— Try it —
Please reproduce, exactly and with nothing added, the lines of the material below that run from the one containing "5L8 12l10 7zM5" to the end.

Extracted data: Begin

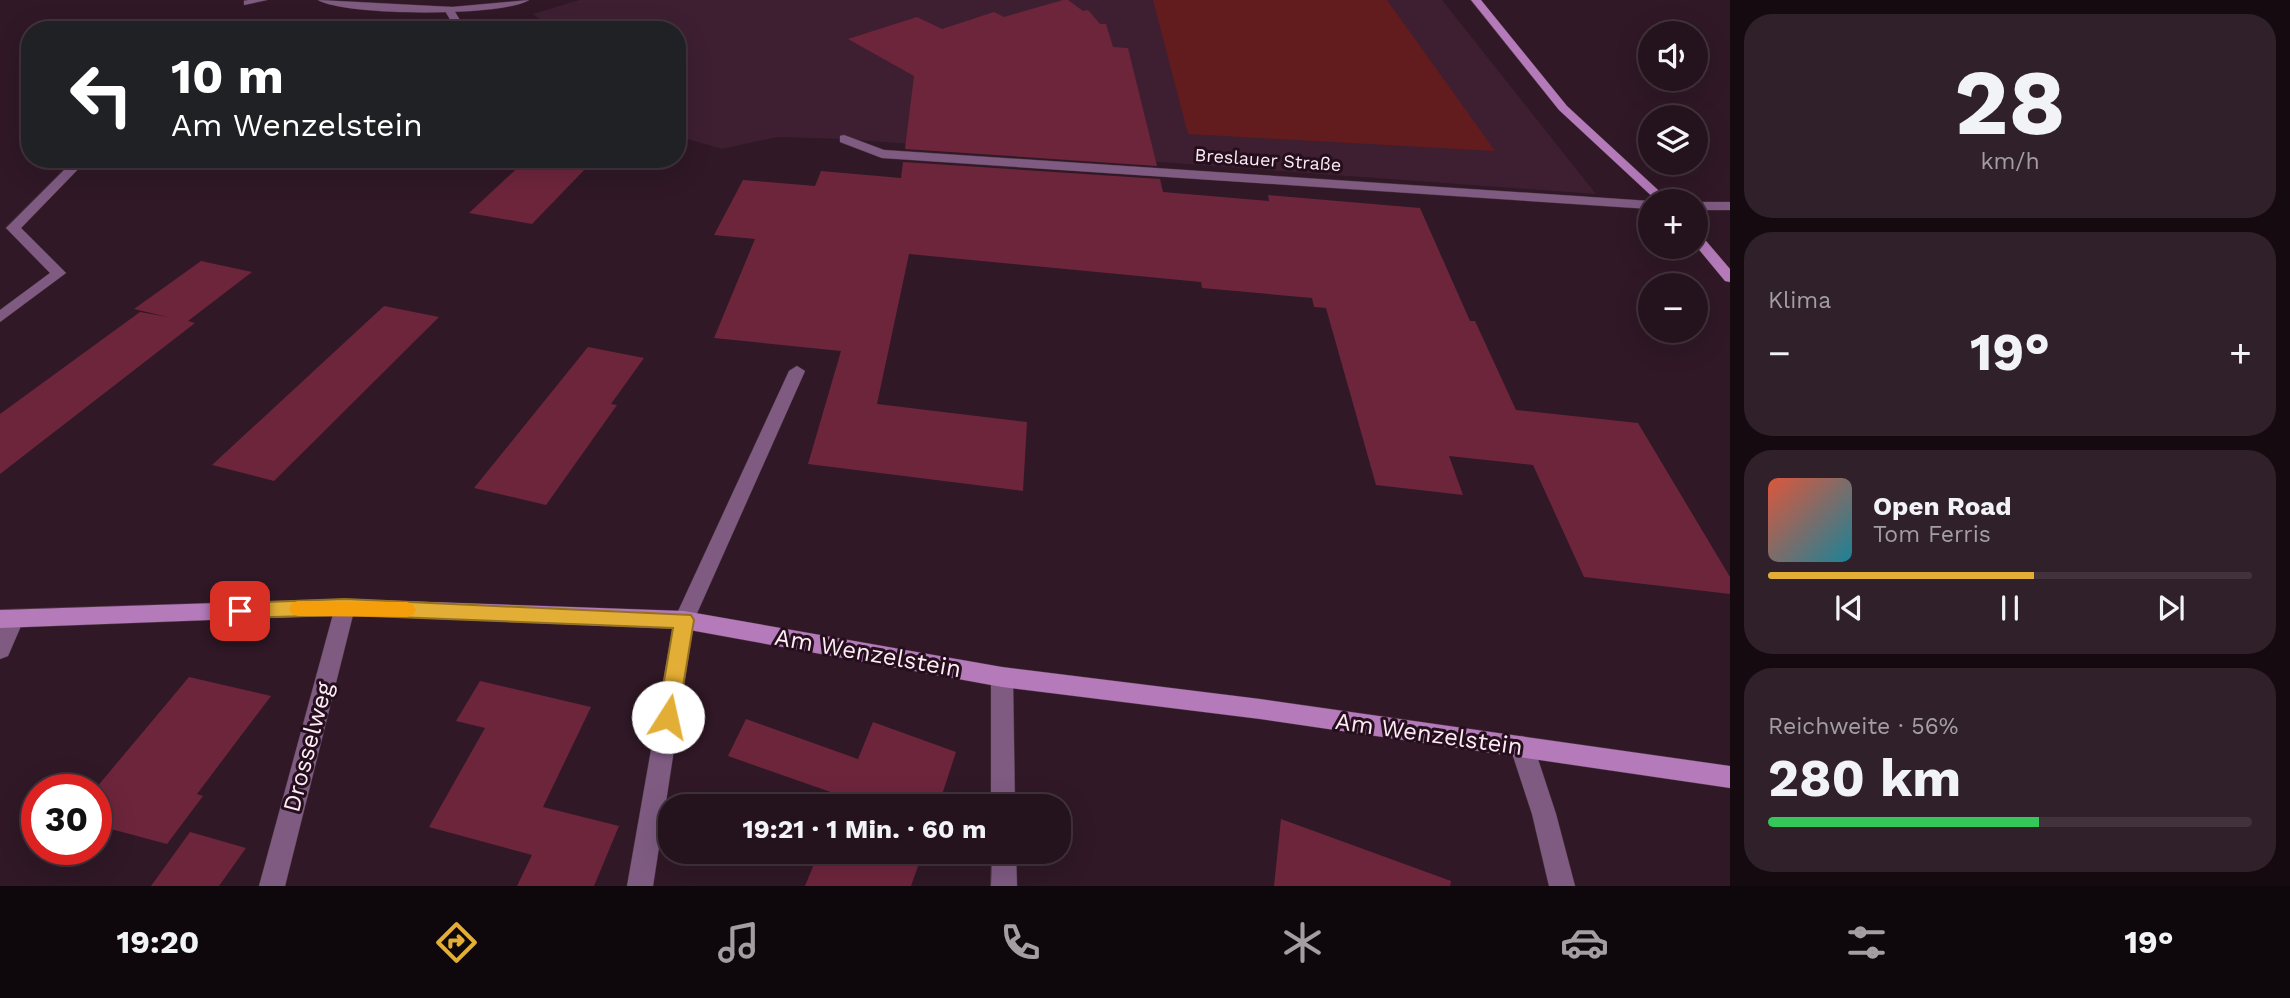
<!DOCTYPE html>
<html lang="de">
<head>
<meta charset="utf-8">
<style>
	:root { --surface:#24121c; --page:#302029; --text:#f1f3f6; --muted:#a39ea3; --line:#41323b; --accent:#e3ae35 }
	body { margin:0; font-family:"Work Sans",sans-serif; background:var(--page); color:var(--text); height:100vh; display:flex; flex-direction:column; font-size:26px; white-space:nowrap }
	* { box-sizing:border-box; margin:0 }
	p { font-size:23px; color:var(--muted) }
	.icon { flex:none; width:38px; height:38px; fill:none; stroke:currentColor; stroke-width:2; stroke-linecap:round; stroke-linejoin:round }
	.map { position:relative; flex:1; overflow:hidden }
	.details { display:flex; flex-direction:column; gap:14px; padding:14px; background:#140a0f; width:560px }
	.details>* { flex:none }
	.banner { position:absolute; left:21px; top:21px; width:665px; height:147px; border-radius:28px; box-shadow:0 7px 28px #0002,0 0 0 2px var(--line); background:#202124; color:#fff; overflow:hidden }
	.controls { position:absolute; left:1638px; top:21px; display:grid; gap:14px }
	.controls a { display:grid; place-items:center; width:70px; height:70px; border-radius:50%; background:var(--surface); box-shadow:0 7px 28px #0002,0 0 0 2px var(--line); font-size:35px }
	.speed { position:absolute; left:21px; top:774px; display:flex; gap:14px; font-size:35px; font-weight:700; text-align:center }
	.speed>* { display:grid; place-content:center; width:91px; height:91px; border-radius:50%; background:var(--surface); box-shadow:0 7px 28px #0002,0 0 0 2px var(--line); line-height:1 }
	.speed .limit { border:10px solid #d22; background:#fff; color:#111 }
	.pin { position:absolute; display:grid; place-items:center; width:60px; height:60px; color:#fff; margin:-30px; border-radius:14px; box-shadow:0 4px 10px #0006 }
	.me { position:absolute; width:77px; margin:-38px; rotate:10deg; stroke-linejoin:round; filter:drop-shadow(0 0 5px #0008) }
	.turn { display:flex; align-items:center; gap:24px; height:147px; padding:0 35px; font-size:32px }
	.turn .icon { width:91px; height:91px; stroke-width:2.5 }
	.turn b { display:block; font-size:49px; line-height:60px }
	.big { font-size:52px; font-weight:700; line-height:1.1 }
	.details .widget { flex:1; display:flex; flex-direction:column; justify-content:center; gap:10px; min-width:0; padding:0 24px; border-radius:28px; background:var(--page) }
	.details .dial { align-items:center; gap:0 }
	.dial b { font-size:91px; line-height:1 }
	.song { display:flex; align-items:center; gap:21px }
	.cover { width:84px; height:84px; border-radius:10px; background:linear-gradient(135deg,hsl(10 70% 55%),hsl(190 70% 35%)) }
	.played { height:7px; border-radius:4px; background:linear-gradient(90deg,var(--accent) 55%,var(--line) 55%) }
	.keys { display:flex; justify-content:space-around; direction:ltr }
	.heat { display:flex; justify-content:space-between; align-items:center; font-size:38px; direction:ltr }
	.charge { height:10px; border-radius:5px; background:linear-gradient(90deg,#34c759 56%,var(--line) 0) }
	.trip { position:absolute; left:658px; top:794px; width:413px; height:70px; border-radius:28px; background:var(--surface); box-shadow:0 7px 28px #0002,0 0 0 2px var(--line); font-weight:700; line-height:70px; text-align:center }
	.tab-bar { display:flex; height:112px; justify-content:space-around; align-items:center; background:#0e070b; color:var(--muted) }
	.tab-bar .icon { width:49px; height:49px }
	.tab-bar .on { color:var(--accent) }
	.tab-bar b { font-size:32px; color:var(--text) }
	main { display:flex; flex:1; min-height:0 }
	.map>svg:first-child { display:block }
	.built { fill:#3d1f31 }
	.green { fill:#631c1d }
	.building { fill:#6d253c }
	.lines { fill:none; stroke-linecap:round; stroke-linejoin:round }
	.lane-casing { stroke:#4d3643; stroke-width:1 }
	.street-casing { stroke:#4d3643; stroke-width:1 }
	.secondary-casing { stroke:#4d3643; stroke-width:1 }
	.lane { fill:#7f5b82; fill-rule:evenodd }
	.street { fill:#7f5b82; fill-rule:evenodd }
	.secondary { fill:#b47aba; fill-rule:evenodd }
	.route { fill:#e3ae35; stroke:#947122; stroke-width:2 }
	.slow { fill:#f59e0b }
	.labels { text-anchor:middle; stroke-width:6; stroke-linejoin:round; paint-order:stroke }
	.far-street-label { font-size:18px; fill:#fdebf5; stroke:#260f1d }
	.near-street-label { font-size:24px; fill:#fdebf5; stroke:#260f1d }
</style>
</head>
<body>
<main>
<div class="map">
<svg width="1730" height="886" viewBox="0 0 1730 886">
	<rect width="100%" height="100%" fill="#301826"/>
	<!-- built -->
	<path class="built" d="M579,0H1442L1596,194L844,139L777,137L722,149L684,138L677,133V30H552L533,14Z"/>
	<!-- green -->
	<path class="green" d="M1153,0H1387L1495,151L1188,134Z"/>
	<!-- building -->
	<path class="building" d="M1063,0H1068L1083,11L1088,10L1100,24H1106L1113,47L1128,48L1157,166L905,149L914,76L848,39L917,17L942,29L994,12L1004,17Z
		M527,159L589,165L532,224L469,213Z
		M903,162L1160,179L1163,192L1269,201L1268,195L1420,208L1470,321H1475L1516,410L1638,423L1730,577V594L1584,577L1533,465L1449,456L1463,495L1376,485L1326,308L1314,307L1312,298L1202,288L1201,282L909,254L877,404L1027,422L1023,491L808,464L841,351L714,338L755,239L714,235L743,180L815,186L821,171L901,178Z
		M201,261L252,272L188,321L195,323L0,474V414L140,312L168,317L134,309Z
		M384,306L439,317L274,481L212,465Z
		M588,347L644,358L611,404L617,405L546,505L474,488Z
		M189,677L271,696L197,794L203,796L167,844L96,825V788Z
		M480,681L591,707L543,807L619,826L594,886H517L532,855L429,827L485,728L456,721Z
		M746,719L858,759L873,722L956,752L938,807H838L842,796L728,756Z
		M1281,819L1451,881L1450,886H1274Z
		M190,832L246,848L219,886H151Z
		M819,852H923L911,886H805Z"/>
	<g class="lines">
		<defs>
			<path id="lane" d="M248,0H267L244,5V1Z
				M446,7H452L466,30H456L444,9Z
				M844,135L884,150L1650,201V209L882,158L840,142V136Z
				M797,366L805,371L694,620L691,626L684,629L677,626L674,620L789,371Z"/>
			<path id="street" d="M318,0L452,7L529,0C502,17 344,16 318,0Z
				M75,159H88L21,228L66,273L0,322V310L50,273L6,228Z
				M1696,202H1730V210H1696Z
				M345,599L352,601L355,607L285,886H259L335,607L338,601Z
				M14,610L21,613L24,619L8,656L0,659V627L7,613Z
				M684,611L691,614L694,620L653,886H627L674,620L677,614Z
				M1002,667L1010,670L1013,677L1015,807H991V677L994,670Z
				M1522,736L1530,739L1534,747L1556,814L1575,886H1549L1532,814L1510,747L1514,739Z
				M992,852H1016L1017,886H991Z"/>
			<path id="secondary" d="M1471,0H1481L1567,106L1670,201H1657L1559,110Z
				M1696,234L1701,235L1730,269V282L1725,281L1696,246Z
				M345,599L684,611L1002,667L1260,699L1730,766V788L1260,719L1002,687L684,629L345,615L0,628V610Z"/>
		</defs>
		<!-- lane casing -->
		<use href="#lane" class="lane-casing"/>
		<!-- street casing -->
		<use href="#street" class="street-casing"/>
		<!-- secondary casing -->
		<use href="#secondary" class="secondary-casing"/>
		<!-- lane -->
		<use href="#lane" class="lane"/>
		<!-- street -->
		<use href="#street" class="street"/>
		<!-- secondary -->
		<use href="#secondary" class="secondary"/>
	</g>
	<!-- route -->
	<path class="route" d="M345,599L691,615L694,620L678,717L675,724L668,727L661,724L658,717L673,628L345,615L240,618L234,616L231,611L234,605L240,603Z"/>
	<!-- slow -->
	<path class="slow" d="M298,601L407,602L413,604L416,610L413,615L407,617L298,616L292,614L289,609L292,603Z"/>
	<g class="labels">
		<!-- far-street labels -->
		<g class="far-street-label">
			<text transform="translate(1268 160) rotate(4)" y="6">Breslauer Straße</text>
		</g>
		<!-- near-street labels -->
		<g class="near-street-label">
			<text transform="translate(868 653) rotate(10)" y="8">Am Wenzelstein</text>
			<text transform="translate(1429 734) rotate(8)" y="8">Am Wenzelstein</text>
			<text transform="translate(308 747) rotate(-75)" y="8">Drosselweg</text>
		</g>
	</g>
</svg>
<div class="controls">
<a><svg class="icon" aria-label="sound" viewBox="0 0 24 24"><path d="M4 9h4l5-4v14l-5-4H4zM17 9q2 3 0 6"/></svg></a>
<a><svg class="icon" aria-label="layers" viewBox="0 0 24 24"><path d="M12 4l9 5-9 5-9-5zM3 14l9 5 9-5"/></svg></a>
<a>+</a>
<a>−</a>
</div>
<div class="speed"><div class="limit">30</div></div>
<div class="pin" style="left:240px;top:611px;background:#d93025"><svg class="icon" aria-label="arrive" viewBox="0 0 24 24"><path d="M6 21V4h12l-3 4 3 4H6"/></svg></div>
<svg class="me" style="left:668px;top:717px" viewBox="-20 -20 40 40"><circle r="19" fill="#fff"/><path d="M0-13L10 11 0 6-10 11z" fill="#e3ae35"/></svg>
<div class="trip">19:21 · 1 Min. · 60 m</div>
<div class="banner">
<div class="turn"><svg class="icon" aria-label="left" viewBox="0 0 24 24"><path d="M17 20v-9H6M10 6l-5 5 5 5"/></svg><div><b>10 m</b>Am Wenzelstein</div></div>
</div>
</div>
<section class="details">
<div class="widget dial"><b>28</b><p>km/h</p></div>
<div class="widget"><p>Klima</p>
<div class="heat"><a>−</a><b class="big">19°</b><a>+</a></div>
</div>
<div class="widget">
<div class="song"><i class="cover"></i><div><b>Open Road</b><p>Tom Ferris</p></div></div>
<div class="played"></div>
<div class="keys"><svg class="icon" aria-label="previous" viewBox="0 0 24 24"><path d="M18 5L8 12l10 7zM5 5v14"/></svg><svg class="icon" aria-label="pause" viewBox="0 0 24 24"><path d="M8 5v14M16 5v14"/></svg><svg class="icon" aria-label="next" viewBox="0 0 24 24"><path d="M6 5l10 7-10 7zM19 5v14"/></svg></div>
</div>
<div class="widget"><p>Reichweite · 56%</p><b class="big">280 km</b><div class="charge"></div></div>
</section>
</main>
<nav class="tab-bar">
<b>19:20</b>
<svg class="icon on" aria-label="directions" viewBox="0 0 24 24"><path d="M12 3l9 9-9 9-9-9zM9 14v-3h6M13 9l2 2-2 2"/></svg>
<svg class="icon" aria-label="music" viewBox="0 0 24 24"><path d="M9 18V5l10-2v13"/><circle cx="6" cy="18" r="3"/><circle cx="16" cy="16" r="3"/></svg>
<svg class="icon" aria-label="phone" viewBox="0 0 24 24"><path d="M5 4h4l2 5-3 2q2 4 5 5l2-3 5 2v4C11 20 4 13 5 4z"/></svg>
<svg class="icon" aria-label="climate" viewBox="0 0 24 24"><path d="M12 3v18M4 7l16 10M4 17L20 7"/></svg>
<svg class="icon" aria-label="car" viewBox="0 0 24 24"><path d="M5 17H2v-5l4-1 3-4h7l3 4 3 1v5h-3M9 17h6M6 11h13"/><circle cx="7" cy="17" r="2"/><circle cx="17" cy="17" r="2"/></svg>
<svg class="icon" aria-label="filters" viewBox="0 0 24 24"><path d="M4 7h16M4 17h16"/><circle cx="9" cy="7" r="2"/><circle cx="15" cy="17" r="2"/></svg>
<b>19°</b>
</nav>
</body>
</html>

Extracted data: End

— Exercise response —
<div class="keys"><svg class="icon" aria-label="previous" viewBox="0 0 24 24"><path d="M18 5L8 12l10 7zM5 5v14"/></svg><svg class="icon" aria-label="pause" viewBox="0 0 24 24"><path d="M8 5v14M16 5v14"/></svg><svg class="icon" aria-label="next" viewBox="0 0 24 24"><path d="M6 5l10 7-10 7zM19 5v14"/></svg></div>
</div>
<div class="widget"><p>Reichweite · 56%</p><b class="big">280 km</b><div class="charge"></div></div>
</section>
</main>
<nav class="tab-bar">
<b>19:20</b>
<svg class="icon on" aria-label="directions" viewBox="0 0 24 24"><path d="M12 3l9 9-9 9-9-9zM9 14v-3h6M13 9l2 2-2 2"/></svg>
<svg class="icon" aria-label="music" viewBox="0 0 24 24"><path d="M9 18V5l10-2v13"/><circle cx="6" cy="18" r="3"/><circle cx="16" cy="16" r="3"/></svg>
<svg class="icon" aria-label="phone" viewBox="0 0 24 24"><path d="M5 4h4l2 5-3 2q2 4 5 5l2-3 5 2v4C11 20 4 13 5 4z"/></svg>
<svg class="icon" aria-label="climate" viewBox="0 0 24 24"><path d="M12 3v18M4 7l16 10M4 17L20 7"/></svg>
<svg class="icon" aria-label="car" viewBox="0 0 24 24"><path d="M5 17H2v-5l4-1 3-4h7l3 4 3 1v5h-3M9 17h6M6 11h13"/><circle cx="7" cy="17" r="2"/><circle cx="17" cy="17" r="2"/></svg>
<svg class="icon" aria-label="filters" viewBox="0 0 24 24"><path d="M4 7h16M4 17h16"/><circle cx="9" cy="7" r="2"/><circle cx="15" cy="17" r="2"/></svg>
<b>19°</b>
</nav>
</body>
</html>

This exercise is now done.